*What is required*. Each line of the data that includes "fractalNoise" must be copied.

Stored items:
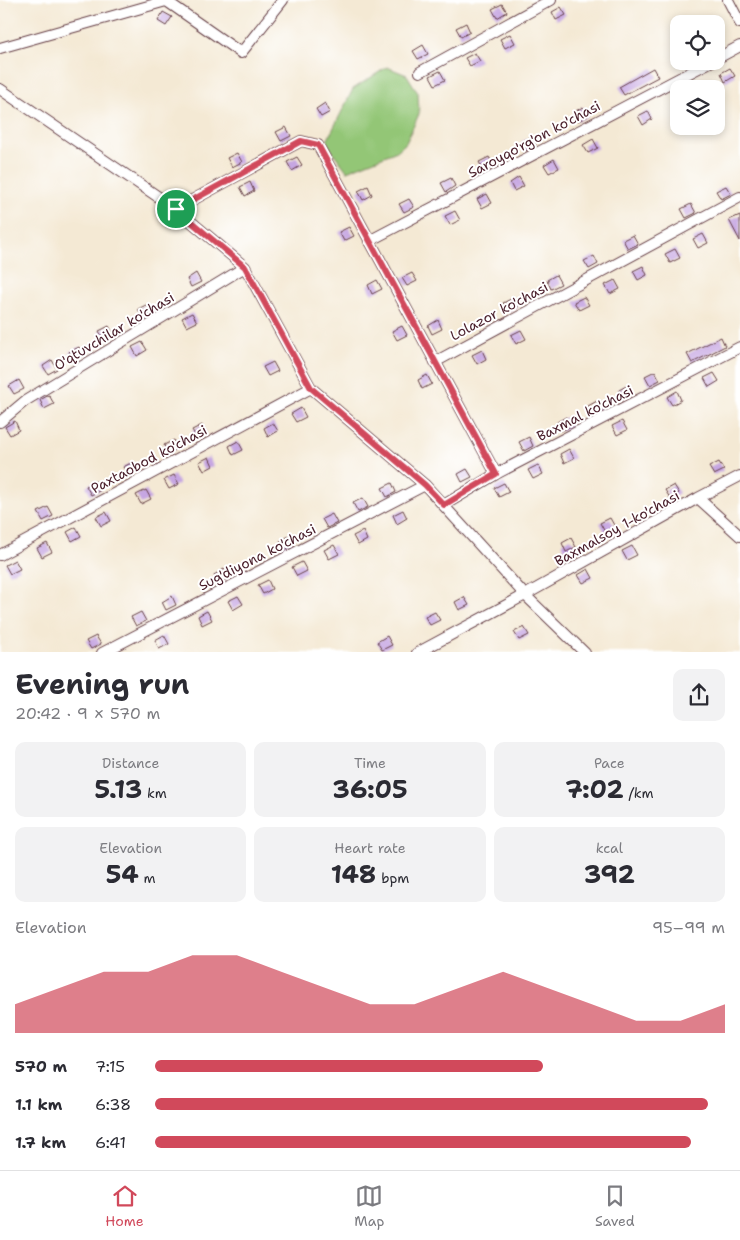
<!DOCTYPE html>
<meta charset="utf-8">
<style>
body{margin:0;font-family:"Shantell Sans",sans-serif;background:#f2f2f3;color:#2b2b33;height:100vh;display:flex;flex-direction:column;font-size:19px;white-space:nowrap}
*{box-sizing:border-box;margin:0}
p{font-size:16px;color:#7c7c81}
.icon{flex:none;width:28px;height:28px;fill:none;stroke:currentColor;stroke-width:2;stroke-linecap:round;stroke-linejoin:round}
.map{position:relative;height:652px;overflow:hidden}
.side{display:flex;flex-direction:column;background:#fff;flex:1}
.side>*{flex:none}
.tools{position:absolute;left:670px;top:15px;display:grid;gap:10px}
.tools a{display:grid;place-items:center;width:55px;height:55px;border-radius:10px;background:#fff;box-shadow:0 2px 8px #0003;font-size:25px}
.pin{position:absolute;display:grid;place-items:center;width:42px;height:42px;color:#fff;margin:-21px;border:2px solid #fff;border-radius:50%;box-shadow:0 1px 5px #0007}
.round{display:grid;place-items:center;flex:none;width:52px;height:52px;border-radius:10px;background:#f2f2f3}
.overview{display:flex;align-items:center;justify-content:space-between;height:85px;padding:0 15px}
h1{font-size:28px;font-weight:700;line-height:38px}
.metrics{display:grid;grid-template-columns:repeat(3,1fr);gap:8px;height:85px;padding:5px 15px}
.metrics div{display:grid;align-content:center;border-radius:10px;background:#f2f2f3;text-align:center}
.metrics b{font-size:25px;font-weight:700}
.metrics small{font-size:14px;font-weight:400}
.metrics p{font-size:14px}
.chart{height:140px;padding:10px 15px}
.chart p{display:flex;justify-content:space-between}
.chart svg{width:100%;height:90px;margin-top:5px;fill:#d1495b;opacity:.7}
ul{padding:0 15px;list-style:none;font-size:16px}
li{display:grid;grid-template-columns:80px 60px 1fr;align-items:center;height:38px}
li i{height:12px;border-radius:6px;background:#d1495b}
.tab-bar{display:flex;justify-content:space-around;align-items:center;height:70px;border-top:1px solid #e1e1e2;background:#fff;font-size:14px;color:#7c7c81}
.tab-bar a{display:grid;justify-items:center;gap:2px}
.tab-bar .selected{color:#d1495b}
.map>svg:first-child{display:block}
.green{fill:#93c676;stroke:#6e7250}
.building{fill:#c6a6e2}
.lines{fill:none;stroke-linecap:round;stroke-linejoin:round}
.minor-casing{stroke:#643d44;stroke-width:12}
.minor{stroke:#fff;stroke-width:10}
.route-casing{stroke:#fff;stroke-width:10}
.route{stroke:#d1495b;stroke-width:6}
.labels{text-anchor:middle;stroke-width:4;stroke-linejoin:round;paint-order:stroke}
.street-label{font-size:14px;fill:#4a1f2b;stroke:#fff}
</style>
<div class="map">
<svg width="740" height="653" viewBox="0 0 740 653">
<rect width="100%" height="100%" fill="#fff"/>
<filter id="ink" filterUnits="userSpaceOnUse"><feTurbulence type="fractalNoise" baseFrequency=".02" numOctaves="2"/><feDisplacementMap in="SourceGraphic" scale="10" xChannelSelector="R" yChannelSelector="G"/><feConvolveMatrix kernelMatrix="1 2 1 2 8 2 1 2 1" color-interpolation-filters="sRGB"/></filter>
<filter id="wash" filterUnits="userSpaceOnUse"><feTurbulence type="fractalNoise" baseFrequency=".0096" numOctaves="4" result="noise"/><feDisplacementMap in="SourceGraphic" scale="20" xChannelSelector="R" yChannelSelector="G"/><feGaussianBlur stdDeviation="1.12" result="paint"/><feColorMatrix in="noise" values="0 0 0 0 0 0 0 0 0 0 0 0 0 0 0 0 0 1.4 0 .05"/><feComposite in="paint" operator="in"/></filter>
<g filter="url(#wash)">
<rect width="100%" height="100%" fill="#f4e9d4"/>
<path class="green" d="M387 67 407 75 418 93 419 114 406 143 397 151 347 171 326 143 353 89Z"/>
<g id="blocks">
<path class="building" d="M502 4 507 12 497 18 492 9Z
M561 7 566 15 556 20 552 12Z
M163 12 172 17 166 26 158 21Z
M466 23 470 32 461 37 456 28Z
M510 34 515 43 505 48 500 39Z
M423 45 428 54 418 59 413 51Z
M475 53 480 61 470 66 465 58Z
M653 68 658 77 624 95 619 87Z
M730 68 735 76 725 82 721 73Z
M440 71 445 80 435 85 430 76Z
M325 103 330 112 321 117 316 109Z
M583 107 588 116 578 121 574 112Z
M648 111 652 119 643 125 638 116Z
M286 127 291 136 281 141 276 132Z
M531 137 536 145 526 151 521 142Z
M593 139 598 148 588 153 583 145Z
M237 153 242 162 232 167 227 158Z
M297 157 302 165 292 171 287 162Z
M489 157 494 166 484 171 479 162Z
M554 159 559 168 549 173 544 165Z
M519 177 524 186 514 191 510 183Z
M451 178 455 186 446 192 441 183Z
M250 182 254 191 245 196 240 187Z
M368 186 372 195 363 200 358 191Z
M726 186 731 194 721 199 716 191Z
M487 194 492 203 482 208 477 199Z
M409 199 414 207 404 212 399 204Z
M691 204 696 213 686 218 681 209Z
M455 211 460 220 450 225 445 216Z
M740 215V241L729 220Z
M349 227 354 236 344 241 339 232Z
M703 234 708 243 698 248 693 239Z
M633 235 638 244 628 249 623 240Z
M675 249 680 258 670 263 665 254Z
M594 256 598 264 589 269 584 261Z
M643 266 647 275 638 280 633 271Z
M196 273 201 282 191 287 187 279Z
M412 273 417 281 407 286 402 278Z
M556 275 561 284 551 289 547 280Z
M377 280 382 289 372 294 368 285Z
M615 280 620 289 610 294 605 285Z
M584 297 589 305 579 310 574 302Z
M513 298 518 307 508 312 503 303Z
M148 304 153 313 143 318 138 309Z
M192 313 197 322 187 327 182 318Z
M438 320 442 329 432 334 428 326Z
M109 326 114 335 104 340 99 331Z
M402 326 407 335 397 340 392 331Z
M521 330 526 339 516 344 511 335Z
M721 337 725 346 692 363 687 354Z
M142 342 147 350 137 356 132 347Z
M79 347 84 355 74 360 69 352Z
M482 350 486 359 477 364 472 355Z
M52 360 57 369 48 374 43 366Z
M273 362 278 371 268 376 263 367Z
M655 371 660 380 650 385 645 376Z
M714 373 719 381 709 387 704 378Z
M427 375 432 384 422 389 418 380Z
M19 380 24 389 14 394 9 386Z
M628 385 633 394 623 399 619 390Z
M677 391 681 400 672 405 667 397Z
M49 395 54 404 44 409 40 400Z
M597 401 602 410 592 415 588 406Z
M301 408 306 417 296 422 291 414Z
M566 417 571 426 561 431 557 422Z
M15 421 19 430 10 435 5 427Z
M622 421 627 430 617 435 612 426Z
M273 423 278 431 268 437 264 428Z
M202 425 206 433 197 438 192 430Z
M529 437 533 446 524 451 519 442Z
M174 440 178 448 168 454 164 445Z
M238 441 243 450 233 455 229 446Z
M569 449 574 458 564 463 560 454Z
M209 457 213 466 204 471 199 462Z
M133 462 137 470 128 475 123 467Z
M719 462 724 470 714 475 709 467Z
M538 465 543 474 533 479 528 470Z
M467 469 472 477 462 482 458 474Z
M174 475 179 484 169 489 164 480Z
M96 481 101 490 91 495 86 486Z
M392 483 396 492 387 497 382 488Z
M504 483 509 492 499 497 494 488Z
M674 485 679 493 670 498 665 490Z
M146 490 151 499 141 504 136 495Z
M363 498 368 507 358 512 353 503Z
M48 507 53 516 43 521 38 512Z
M403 510 407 518 397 524 393 515Z
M106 512 111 521 101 526 96 517Z
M332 514 337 523 327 528 322 519Z
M610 518 615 527 605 532 600 523Z
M76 527 81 536 72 541 67 532Z
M363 531 367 540 358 545 353 536Z
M289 536 294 545 284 550 280 541Z
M571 538 576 547 566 552 562 543Z
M47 543 52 552 42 557 37 548Z
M334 545 339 554 329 559 324 550Z
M632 546 637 555 627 560 622 551Z
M15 560 20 569 10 574 5 565Z
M302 562 307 571 297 576 292 567Z
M224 569 229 578 219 583 214 575Z
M588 569 593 578 583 583 578 575Z
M268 580 272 589 263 594 258 585Z
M172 596 176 605 166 610 162 602Z
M238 596 243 604 233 610 228 601Z
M464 597 469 605 459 610 455 602Z
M207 611 212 620 202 625 198 616Z
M141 612 146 621 136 626 131 617Z
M435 612 440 620 430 625 425 617Z
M524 627 529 635 519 640 514 632Z
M164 635 169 644 159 649 155 640Z
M96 636 101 644 91 649 86 641Z
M387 636 392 645 382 650 377 642Z"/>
</g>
</g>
<g filter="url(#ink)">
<use href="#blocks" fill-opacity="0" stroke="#643d44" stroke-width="1"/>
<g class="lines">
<g class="minor-casing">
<path id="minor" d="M165 0 241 53 283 0
M728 0 740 23
M0 48 166 1
M716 59 740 46
M420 72 551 0
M0 89 176 209 245 267 311 388 425 485 525 595 585 653
M176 209 301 141 318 145 496 474
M369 241 712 61
M435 362 740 197
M0 422 25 401 245 267
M698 498 740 476
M444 505 496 474 740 347
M0 555 311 388
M102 653 425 485
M417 653 525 595 698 498 740 536"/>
</g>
<use href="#minor" class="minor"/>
</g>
</g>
<g class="lines" filter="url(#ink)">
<g class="route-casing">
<path id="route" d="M301 141 318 145 496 474 444 505 425 485 311 388 245 267 176 209Z"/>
</g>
<use href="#route" class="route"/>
</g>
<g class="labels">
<g class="street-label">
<text transform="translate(534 139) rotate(-28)" y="5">Saroyqo'rg'on ko'chasi</text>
<text transform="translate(499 311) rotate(-28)" y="5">Lolazor ko'chasi</text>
<text transform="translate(114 331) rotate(-31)" y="5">O'qtuvchilar ko'chasi</text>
<text transform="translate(585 413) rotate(-27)" y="5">Baxmal ko'chasi</text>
<text transform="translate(149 459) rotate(-28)" y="5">Paxtaobod ko'chasi</text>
<text transform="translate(617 528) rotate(-29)" y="5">Baxmalsoy 1-ko'chasi</text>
<text transform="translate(257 557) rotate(-27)" y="5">Sug'diyona ko'chasi</text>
</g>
</g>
</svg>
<div class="tools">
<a><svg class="icon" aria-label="locate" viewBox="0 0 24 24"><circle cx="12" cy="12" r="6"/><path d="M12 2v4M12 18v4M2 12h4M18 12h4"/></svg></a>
<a><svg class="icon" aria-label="layers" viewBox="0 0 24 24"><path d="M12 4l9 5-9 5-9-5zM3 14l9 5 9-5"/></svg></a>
</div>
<div class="pin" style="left:176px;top:209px;background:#1e9e55"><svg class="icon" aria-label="arrive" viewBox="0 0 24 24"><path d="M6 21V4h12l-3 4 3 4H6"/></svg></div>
</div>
<section class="side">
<div class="overview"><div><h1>Evening run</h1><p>20:42 · 9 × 570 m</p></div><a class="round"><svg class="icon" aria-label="share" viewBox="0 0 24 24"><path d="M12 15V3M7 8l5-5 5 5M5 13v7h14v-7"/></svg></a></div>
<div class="metrics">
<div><p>Distance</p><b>5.13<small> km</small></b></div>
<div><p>Time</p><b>36:05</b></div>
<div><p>Pace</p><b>7:02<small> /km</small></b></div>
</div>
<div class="metrics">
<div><p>Elevation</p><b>54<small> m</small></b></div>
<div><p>Heart rate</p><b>148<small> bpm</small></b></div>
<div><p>kcal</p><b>392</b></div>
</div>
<div class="chart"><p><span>Elevation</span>95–99 m</p>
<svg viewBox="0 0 160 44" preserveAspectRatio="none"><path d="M0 44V30L10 22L20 14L30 14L40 6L50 6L60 14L70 22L80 30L90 30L100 22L110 14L120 22L130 30L140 38L150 38L160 30V44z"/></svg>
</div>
<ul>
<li><b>570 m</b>7:15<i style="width:68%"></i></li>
<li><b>1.1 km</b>6:38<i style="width:97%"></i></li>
<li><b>1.7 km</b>6:41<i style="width:94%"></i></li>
</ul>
</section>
<nav class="tab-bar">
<a class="selected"><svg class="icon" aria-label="home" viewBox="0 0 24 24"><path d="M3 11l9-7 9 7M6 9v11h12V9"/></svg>Home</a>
<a><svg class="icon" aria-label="map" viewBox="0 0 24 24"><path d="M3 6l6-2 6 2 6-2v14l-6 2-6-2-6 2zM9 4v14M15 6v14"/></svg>Map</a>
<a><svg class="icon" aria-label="saved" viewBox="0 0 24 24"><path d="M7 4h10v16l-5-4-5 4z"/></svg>Saved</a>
</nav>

*Output below*.
<filter id="ink" filterUnits="userSpaceOnUse"><feTurbulence type="fractalNoise" baseFrequency=".02" numOctaves="2"/><feDisplacementMap in="SourceGraphic" scale="10" xChannelSelector="R" yChannelSelector="G"/><feConvolveMatrix kernelMatrix="1 2 1 2 8 2 1 2 1" color-interpolation-filters="sRGB"/></filter>
<filter id="wash" filterUnits="userSpaceOnUse"><feTurbulence type="fractalNoise" baseFrequency=".0096" numOctaves="4" result="noise"/><feDisplacementMap in="SourceGraphic" scale="20" xChannelSelector="R" yChannelSelector="G"/><feGaussianBlur stdDeviation="1.12" result="paint"/><feColorMatrix in="noise" values="0 0 0 0 0 0 0 0 0 0 0 0 0 0 0 0 0 1.4 0 .05"/><feComposite in="paint" operator="in"/></filter>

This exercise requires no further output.